Task goal -
Pick every line from the data below that contains the string "Tournez" and copy it.
-=-=-
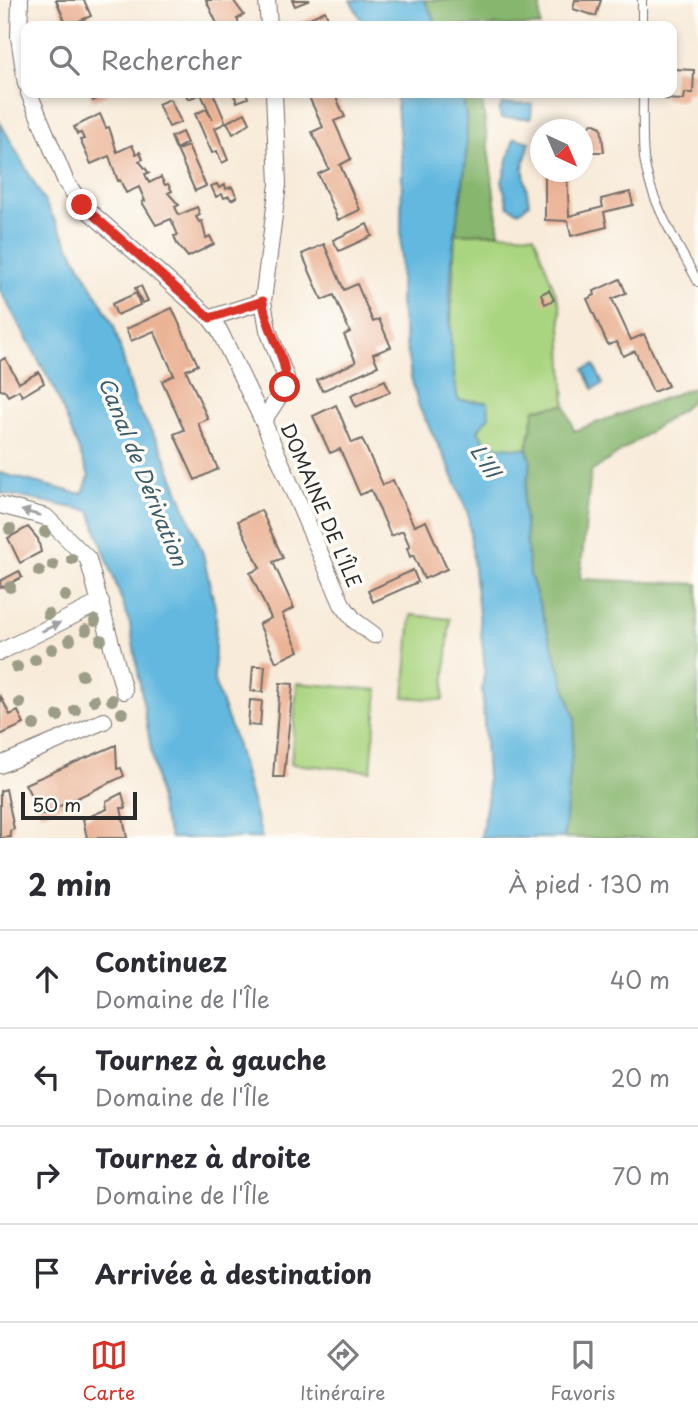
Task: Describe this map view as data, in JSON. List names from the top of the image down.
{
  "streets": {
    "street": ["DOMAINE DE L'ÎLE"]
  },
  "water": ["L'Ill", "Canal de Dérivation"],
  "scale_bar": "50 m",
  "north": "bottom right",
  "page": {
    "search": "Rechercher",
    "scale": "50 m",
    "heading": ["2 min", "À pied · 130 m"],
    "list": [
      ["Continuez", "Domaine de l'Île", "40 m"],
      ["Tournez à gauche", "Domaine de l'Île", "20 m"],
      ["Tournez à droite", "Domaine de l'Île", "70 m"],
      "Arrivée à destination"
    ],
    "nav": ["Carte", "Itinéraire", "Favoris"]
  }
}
-=-=-
Response box -
      ["Tournez à gauche", "Domaine de l'Île", "20 m"],
      ["Tournez à droite", "Domaine de l'Île", "70 m"],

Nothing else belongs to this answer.